La UCO registra durante diez horas Tubos Reunidos y reclama información a la SEPI por el ‘caso Leire Díez’
Por orden del juez Pedraz, la Guardia Civil busca pruebas de un posible desvío de fondos del rescate público de 112,8 millones a la trama que sitúa al frente a Santos Cerdán y Leire Díez
La Unidad Central Operativa (UCO) de la Guardia Civil registró este jueves la sede de Tubos Reunidos en Bilbao y su fábrica de Amurrio (Álava), y se personó además en la Sociedad Estatal de Participaciones Industriales (SEPI), en Madrid, para requerir documentación en el marco de una pieza secreta que instruye el juez de la Audiencia Nacional Santiago Pedraz.

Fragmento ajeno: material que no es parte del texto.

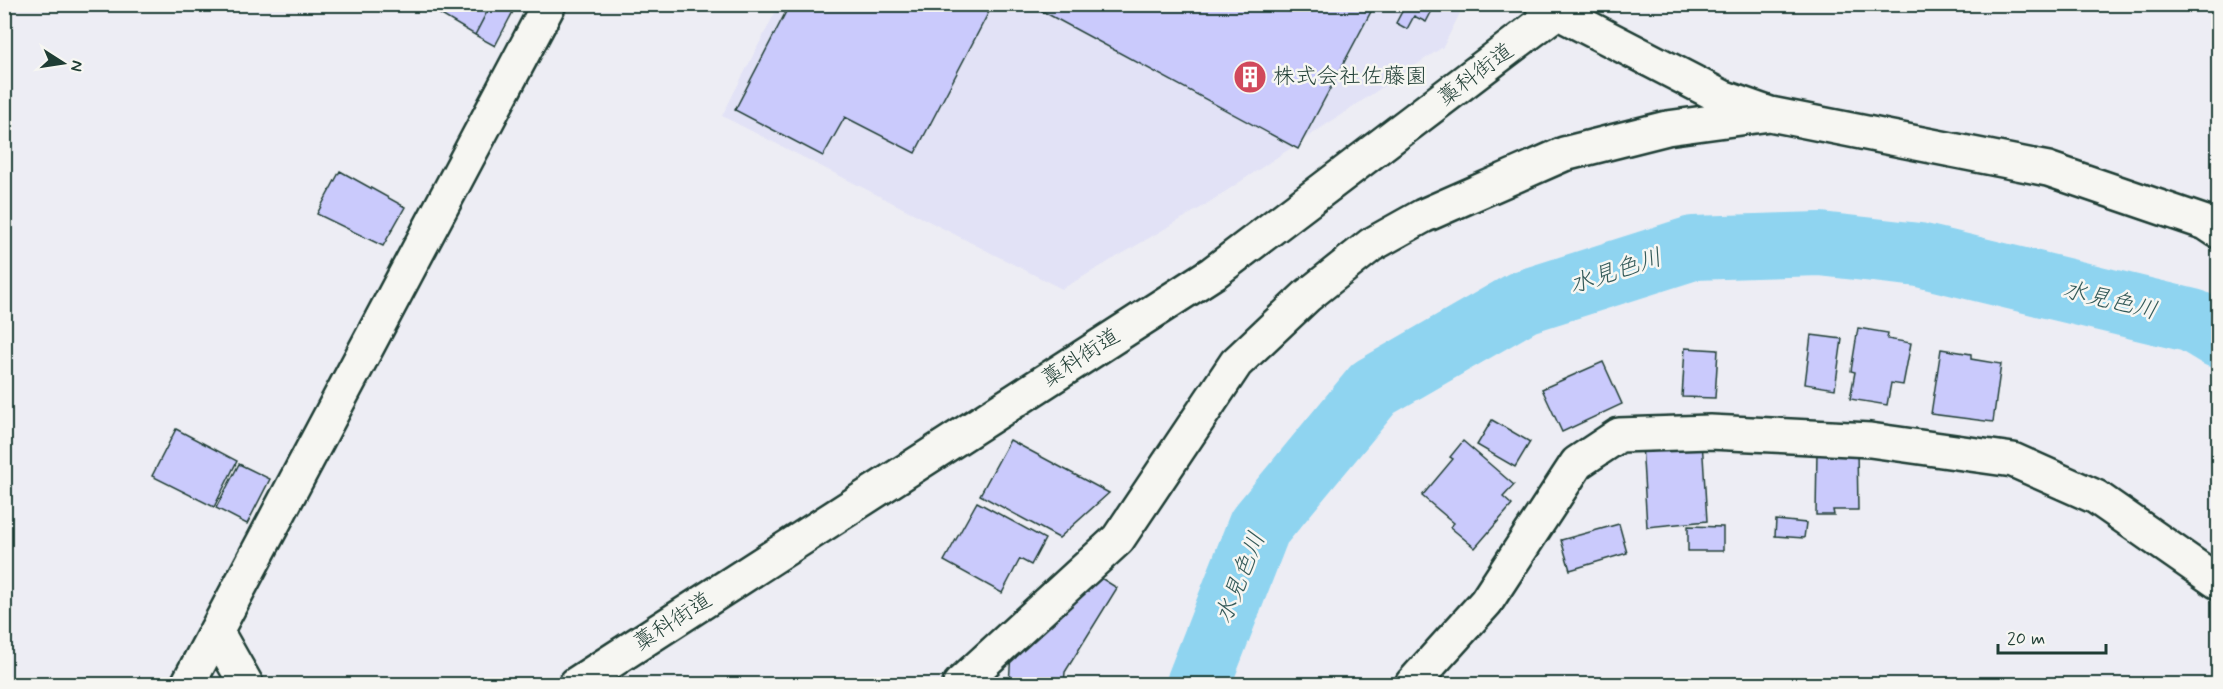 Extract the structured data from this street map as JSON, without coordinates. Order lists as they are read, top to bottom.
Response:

El dispositivo se prolongó cerca de diez horas.
Las diligencias se enmarcan en la investigación de una presunta trama destinada a interferir en actuaciones judiciales o policiales que afectaban al PSOE y al Gobierno, supuestamente liderada por el exsecretario de Organización del PSOE Santos Cerdán y coordinada por la exmilitante socialista Leire Díez. Según fuentes próximas al caso, los agentes buscaban pruebas de una posible conexión entre transferencias de fondos de un rescate público y dicha estructura. No estaban previstas detenciones.
El origen del caso se remonta al rescate de la pandemia. Tubos Reunidos fue auxiliada por la SEPI con una inyección pública de 112,8 millones de euros, canalizada a través del Fondo de Apoyo a la Solvencia de Empresas Estratégicas (FASEE) para evitar su disolución obligatoria ante un patrimonio neto negativo. Las pesquisas se centran, sin embargo, en una operación posterior: la compañía habría pedido reservarse parte de unos fondos que, según las condiciones del rescate, debían destinarse a amortizar deuda, y la UCO investiga si ese dinero pudo desviarse hacia la trama.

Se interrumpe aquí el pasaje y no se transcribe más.